Data supplied below:
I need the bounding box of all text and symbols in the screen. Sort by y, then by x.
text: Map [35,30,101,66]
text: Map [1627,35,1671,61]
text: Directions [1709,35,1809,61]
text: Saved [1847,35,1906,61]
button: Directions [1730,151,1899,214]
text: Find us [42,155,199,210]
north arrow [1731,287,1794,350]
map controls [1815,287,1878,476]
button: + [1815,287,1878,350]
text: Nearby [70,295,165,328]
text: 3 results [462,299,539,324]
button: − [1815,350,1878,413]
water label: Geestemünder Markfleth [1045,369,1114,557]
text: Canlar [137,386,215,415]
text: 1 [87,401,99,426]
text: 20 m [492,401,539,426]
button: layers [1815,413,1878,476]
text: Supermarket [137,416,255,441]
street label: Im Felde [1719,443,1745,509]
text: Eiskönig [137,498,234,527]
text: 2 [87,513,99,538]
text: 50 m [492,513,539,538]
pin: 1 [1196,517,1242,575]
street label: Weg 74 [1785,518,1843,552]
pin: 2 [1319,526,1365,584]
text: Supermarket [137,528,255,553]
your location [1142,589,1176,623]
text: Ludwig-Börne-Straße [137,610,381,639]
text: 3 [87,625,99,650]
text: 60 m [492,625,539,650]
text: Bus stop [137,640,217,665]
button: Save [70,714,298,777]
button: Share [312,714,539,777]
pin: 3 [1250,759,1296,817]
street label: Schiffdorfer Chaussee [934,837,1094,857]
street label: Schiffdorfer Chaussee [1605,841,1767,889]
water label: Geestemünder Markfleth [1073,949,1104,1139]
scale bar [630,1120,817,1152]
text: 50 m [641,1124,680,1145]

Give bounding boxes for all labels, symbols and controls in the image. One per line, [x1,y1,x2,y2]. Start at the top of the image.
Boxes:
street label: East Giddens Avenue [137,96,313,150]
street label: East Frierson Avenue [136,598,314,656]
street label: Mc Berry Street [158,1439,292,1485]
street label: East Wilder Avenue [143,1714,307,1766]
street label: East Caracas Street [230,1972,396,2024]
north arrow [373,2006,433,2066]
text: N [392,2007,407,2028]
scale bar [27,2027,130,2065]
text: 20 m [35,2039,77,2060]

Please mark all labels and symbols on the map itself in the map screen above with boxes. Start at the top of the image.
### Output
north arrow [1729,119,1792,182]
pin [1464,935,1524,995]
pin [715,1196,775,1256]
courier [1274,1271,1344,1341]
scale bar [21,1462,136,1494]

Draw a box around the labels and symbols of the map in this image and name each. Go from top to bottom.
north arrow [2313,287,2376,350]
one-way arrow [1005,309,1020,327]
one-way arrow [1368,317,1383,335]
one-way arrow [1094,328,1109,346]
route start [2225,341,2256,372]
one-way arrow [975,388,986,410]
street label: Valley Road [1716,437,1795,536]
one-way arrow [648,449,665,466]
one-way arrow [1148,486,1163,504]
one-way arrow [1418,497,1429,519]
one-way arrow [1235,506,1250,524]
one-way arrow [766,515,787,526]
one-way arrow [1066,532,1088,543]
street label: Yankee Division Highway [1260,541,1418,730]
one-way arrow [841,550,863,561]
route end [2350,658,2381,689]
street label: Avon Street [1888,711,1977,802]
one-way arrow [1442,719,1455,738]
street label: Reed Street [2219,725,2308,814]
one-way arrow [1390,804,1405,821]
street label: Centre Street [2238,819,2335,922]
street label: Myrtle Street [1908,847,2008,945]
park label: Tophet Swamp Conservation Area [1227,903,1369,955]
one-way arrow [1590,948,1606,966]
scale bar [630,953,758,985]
End of Data supplied.
Give the lines exactly as they stand, from the line with "Draw a box around" through the end of the material.

Draw a box around the labels and symbols of the map in this image and name each. Go from top to bottom.
north arrow [2313,287,2376,350]
one-way arrow [1005,309,1020,327]
one-way arrow [1368,317,1383,335]
one-way arrow [1094,328,1109,346]
route start [2225,341,2256,372]
one-way arrow [975,388,986,410]
street label: Valley Road [1716,437,1795,536]
one-way arrow [648,449,665,466]
one-way arrow [1148,486,1163,504]
one-way arrow [1418,497,1429,519]
one-way arrow [1235,506,1250,524]
one-way arrow [766,515,787,526]
one-way arrow [1066,532,1088,543]
street label: Yankee Division Highway [1260,541,1418,730]
one-way arrow [841,550,863,561]
route end [2350,658,2381,689]
street label: Avon Street [1888,711,1977,802]
one-way arrow [1442,719,1455,738]
street label: Reed Street [2219,725,2308,814]
one-way arrow [1390,804,1405,821]
street label: Centre Street [2238,819,2335,922]
street label: Myrtle Street [1908,847,2008,945]
park label: Tophet Swamp Conservation Area [1227,903,1369,955]
one-way arrow [1590,948,1606,966]
scale bar [630,953,758,985]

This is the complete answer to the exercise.